Exercise prompt
Which lines in the records below include the word "labels"? Report each of them in full.

Data for processing
####

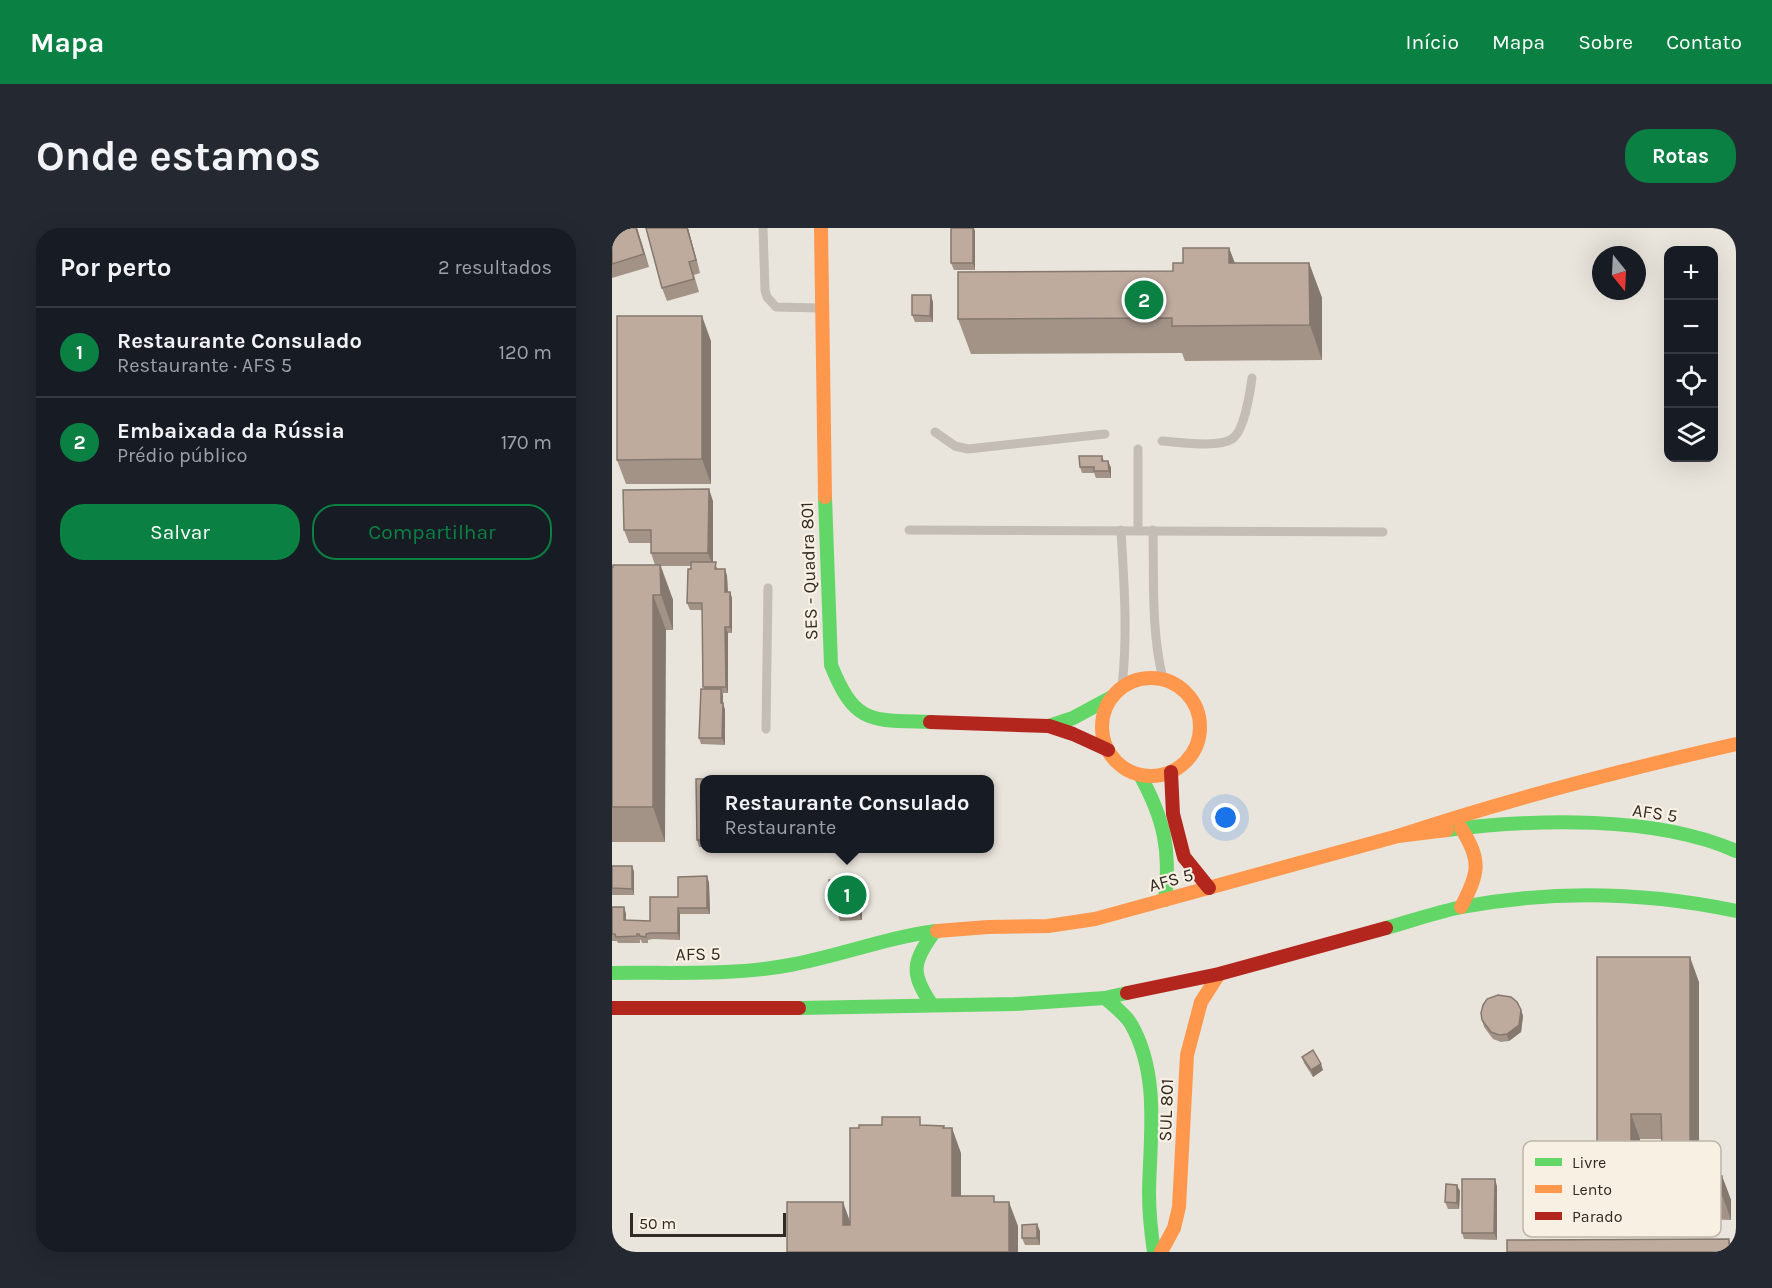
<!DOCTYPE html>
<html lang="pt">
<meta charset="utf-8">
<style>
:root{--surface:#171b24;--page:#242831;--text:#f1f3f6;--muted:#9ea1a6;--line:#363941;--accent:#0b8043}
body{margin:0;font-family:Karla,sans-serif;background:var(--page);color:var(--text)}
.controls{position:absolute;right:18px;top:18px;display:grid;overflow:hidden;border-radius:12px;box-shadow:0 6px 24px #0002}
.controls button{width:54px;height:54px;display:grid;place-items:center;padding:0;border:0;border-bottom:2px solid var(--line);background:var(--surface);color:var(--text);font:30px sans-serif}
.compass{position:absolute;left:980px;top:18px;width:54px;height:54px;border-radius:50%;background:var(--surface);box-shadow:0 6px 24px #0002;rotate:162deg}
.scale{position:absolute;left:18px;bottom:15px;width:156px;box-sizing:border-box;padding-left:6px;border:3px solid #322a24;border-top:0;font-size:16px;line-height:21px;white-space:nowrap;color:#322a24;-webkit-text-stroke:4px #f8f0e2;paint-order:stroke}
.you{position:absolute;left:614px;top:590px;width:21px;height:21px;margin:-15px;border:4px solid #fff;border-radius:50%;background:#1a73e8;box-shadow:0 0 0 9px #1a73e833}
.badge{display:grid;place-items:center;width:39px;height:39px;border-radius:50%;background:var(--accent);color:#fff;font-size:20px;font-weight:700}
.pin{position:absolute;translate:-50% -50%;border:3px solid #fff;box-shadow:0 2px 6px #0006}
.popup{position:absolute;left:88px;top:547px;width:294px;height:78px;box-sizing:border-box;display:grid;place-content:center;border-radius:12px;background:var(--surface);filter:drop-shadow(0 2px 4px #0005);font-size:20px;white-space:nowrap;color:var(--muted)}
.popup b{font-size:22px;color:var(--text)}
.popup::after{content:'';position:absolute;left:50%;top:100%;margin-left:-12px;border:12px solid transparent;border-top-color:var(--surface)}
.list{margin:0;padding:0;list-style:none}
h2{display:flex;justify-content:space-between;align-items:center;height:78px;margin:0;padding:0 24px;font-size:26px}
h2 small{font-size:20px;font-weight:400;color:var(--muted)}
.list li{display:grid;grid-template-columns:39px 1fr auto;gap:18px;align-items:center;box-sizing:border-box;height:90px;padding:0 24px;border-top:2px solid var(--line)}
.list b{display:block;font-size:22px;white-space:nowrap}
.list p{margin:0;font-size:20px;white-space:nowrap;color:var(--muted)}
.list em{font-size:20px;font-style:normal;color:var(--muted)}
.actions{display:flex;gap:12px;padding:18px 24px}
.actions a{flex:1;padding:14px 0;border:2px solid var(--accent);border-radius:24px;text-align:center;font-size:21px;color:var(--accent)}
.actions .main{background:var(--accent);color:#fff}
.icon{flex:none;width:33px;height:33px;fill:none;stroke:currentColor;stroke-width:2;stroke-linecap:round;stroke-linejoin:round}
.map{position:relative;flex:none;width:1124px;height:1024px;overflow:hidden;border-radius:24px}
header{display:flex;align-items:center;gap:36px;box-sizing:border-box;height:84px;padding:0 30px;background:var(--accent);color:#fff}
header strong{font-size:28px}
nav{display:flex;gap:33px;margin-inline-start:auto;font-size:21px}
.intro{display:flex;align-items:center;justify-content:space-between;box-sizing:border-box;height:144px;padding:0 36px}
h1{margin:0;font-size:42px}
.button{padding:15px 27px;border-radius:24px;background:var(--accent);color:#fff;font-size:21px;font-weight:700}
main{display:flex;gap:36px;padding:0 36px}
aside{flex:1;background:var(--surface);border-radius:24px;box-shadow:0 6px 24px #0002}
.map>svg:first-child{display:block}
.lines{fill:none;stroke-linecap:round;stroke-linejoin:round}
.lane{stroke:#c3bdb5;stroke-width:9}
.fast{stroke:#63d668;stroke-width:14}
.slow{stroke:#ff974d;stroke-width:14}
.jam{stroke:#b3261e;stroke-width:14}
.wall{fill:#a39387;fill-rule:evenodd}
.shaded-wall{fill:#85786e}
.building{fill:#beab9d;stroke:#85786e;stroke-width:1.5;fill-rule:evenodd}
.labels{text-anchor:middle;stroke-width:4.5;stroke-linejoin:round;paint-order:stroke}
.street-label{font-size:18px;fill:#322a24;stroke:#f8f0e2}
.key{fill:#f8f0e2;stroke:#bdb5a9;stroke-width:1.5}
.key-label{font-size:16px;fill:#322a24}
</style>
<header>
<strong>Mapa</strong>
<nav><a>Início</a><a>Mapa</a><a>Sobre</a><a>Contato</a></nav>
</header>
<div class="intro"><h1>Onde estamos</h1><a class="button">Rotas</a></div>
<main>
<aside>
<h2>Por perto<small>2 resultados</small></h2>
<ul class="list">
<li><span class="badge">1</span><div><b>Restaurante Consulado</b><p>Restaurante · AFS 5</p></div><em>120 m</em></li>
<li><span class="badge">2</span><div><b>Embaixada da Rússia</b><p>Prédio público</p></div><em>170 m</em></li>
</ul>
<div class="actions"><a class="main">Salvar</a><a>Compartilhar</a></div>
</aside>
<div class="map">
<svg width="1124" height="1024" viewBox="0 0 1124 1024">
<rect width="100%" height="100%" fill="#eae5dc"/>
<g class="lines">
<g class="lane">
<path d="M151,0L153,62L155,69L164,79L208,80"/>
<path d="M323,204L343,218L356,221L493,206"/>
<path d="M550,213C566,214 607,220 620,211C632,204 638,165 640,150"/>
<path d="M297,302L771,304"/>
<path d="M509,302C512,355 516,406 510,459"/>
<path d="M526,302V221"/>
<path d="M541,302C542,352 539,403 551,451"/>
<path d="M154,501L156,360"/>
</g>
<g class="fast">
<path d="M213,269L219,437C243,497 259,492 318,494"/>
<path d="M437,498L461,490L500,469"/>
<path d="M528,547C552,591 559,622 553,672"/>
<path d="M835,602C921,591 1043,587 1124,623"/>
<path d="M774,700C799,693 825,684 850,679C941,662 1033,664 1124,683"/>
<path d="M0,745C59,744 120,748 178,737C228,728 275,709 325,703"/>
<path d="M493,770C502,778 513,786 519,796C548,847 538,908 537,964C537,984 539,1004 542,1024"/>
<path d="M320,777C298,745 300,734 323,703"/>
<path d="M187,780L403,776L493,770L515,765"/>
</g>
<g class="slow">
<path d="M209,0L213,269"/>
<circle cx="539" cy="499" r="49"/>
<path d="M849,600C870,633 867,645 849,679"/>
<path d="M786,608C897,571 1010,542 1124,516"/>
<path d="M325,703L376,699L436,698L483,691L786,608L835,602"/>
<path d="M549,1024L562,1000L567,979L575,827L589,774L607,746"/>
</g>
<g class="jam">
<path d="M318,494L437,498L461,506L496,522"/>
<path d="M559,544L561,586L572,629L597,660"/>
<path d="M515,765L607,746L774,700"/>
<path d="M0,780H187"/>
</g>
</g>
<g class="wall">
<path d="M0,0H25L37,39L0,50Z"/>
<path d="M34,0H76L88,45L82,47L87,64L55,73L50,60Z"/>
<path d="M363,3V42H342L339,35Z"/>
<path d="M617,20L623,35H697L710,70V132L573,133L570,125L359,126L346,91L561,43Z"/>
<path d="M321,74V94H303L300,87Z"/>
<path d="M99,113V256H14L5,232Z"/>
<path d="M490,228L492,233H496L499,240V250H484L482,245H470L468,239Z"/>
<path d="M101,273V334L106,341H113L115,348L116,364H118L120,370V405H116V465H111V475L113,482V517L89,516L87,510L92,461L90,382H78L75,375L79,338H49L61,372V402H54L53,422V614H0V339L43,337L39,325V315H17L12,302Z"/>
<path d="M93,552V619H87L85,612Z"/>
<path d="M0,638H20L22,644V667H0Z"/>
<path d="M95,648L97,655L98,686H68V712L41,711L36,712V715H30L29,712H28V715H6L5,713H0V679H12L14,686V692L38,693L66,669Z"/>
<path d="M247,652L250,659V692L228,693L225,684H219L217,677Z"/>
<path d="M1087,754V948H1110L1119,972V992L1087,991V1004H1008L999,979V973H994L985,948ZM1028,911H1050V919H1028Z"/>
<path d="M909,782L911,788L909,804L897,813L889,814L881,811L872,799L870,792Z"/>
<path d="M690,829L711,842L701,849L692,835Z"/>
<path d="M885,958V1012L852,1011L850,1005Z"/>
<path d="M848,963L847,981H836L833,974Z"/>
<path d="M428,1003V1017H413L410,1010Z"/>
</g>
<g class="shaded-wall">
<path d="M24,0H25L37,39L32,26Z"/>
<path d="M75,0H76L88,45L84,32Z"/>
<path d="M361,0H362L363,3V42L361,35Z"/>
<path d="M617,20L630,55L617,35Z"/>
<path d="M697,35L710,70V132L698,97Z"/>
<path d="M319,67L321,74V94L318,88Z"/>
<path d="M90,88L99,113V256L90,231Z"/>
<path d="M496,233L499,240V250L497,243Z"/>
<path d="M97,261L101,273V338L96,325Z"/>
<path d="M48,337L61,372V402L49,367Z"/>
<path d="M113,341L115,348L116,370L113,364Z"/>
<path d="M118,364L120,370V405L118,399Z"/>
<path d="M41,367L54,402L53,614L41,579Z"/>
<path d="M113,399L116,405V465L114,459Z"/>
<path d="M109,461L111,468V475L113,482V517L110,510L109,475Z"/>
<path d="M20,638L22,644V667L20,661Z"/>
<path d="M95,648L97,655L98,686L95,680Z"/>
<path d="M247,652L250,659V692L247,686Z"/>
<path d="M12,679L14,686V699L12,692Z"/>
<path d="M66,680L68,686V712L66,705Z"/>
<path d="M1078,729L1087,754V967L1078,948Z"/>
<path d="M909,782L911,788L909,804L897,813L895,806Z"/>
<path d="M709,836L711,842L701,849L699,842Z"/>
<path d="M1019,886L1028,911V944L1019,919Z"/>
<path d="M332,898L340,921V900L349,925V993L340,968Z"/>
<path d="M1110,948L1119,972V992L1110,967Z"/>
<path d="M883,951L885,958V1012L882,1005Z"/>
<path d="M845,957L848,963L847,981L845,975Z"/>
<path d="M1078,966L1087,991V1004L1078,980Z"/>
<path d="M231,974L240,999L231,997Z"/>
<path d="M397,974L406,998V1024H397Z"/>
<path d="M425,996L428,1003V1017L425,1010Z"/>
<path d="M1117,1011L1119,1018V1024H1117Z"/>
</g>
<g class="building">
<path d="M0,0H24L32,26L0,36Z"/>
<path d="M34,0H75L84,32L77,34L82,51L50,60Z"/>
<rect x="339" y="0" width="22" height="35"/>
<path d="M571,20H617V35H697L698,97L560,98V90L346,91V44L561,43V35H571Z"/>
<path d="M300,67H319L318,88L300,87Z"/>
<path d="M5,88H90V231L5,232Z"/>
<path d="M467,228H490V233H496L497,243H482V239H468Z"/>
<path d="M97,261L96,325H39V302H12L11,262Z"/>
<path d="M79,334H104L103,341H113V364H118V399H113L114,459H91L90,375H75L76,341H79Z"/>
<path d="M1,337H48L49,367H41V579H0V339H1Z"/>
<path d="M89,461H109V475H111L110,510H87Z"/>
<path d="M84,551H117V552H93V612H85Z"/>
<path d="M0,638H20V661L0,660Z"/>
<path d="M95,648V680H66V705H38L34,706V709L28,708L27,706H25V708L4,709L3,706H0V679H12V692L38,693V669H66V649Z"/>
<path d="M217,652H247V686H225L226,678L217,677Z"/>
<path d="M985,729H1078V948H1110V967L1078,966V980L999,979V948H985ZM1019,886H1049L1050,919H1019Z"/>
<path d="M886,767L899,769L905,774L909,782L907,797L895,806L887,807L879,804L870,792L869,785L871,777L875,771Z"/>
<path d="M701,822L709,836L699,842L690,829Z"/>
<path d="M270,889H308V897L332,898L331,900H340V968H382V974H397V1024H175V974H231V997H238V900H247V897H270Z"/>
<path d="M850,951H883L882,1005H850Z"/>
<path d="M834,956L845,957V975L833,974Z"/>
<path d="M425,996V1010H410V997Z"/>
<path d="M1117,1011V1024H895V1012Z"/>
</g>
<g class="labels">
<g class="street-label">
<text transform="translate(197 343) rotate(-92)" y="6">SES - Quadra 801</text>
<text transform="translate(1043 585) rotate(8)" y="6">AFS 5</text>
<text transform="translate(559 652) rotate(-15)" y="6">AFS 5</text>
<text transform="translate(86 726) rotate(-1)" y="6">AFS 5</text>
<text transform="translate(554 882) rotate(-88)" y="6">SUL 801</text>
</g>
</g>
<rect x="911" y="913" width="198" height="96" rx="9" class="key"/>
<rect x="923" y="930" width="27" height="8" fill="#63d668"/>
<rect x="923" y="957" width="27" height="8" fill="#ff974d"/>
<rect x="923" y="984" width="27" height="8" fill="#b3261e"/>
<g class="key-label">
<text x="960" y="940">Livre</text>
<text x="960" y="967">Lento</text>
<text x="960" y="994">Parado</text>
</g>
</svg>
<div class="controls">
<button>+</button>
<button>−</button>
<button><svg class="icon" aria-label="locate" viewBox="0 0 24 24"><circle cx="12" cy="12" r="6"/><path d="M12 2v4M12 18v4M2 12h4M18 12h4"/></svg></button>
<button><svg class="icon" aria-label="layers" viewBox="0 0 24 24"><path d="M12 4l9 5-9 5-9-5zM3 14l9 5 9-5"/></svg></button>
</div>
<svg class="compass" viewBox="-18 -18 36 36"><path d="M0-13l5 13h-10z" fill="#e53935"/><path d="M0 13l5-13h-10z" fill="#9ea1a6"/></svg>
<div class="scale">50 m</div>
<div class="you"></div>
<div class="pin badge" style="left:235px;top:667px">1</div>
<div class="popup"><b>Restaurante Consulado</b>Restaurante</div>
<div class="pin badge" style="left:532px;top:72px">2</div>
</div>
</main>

####

Solution to this exercise
.labels{text-anchor:middle;stroke-width:4.5;stroke-linejoin:round;paint-order:stroke}
<g class="labels">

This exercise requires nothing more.